The first thing I noticed with 2005, was that every time I rebooted the machine, the first time I ran a particular web page (which ran queries to SQL ), SQL Server 2005 would take a really long time to return the results. In 2000, it would run in about 7 seconds, but in 2005 it would timeout the web page (meaning it took at least 10 seconds). But after that first call it would be fine..and would actually run faster than 7 seconds.   This weird problem would only occur after every reboot...and would then disappear.

Since I had hundreds of other tasks that needed to be done for the upgrade, and it only happened on bootup, I simply increased the timeout on the page to 15 seconds, and pressed on to other matters.  But it stayed in the back of my mind.

SQL Server 2005: Faster to Execute but Slower to Compile?

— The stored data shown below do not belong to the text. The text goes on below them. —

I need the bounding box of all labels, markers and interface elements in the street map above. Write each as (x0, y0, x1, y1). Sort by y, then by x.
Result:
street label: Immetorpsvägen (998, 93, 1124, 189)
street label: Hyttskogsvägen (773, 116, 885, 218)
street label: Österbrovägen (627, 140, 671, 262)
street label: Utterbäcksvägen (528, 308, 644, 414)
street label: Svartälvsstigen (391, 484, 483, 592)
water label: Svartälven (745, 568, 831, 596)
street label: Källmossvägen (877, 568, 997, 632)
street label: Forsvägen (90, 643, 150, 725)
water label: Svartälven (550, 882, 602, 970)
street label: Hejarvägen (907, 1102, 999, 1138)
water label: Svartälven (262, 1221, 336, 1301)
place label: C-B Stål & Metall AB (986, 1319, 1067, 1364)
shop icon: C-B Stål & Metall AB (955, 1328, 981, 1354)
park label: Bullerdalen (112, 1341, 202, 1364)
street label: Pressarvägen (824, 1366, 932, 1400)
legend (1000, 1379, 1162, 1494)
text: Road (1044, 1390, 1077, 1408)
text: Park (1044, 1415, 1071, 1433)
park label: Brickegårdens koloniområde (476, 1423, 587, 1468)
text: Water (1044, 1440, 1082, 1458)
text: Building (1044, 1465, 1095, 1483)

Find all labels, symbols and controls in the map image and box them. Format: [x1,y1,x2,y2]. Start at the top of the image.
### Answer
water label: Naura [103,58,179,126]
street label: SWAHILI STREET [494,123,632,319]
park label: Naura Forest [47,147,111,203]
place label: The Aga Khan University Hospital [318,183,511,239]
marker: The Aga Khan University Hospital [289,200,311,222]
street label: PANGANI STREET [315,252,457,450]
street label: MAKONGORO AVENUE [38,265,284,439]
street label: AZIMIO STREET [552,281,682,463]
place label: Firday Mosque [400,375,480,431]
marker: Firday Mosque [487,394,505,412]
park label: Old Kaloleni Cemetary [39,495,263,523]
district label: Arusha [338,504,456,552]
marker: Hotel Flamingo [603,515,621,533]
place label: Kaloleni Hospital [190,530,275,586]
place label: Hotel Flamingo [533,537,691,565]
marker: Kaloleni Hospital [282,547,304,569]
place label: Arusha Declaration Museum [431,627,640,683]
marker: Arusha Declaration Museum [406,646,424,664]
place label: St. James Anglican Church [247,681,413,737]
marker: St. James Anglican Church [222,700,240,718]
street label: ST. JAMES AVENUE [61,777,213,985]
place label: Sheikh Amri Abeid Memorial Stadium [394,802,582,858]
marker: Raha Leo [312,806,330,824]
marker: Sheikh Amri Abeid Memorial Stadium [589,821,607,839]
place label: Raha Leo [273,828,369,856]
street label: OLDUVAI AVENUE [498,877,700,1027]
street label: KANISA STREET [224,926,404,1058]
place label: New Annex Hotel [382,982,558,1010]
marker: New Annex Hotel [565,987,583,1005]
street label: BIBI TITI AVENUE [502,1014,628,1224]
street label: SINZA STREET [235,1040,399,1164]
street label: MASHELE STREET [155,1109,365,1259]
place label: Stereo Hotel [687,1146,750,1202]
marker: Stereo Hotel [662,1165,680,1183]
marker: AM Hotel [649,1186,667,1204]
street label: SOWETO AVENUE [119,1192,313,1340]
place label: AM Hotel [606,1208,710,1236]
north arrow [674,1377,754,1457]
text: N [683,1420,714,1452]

All versions of SQL Server first compile a query and then execute it.  I have seen many times where SQL Server 2005 executes queries faster than 2000...but I have also seen many times where it took longer to compile them in the first place.  Most likely the two are related...it takes more time to create a better query plan.

This isn't necessarily a bad thing.  In fact, if 100% of your workload is stored procedures, it is a great improvement.  That is because stored procs are precompiled, so they are only compiled once and executed many times. So if this is your situation, then you will save many multiples of time more than you are giving up.

BUT...if on the other hand if your workload has a large percentage of ad hoc queries (for example: SQL called from a programming language like ASP.NET), then the situation will be reversed.  That is becuase ad hoc queries have to be compiled each and every time they need to be run.  And if this is your case, then they will run slower in 2005 than in 2000.

Workarounds

In an ideal world this would not be a problem, becuase everything would be written in stored procedures.  However, this ideal case doesn't always exist.  Some apps use 3rd party middle tier components which preclude the abilty to implement stored procs.  Others require the ability to run on multiple vendor databases...meaning they can only use vendor-neutral SQL. 

The more typical application is homegrown and designed only for SQL Server, so it doesn't have any of the above problems.  These apps typically use stored procs when they can, but but use an adhoc query when they can't.  For example, a search screen with many paramaters creates very complex SQL that morphs dramatically from query to query.  If you choose one set of options, you might get a simple query, and if you choose others, you may have to INNER or OUTER JOIN to 10-11 additional tables, new fields, WHERE, HAVING, GROUP BY clauses, etc.  This easy to code in a declarative language like .NET.  But this sort of structure is an exponentially growing nightmare in a true TSQL stored procedure.  .NET stored procs are a leg up on TSQL and can make non-set based operations easier to do.  But they are little slower than TSQL.  More imporantly, all stored procedures (including .NET, TSQL and even dynamic TSQL), cause a fundamental programming problem. Coding them requires maintaining an interface in two places...in the stored proc and in the code.  Every change requires two changes rather than one...and every time new functionality is added, this usually requires an interface change.  This translates into double the development time, double the chances for bugs and double the work.

Is there another way?

But what if there were a way to get:
1) The performance of a TSQL stored proc 
2) The power and flexibility of a declarative language
3) That only requires one interface?

Before you say "Keep dreaming!"...I'd recommend that.you read the book "Good to Great".  In that book the author talks about "good" companies being ruled by the "tyranny of the OR" and "great" companies believing in the "genius of the and".  For example, a "good" company would believe they could either offer the cheapest price, or good quality but not both.  A "great" company would find a way to do both.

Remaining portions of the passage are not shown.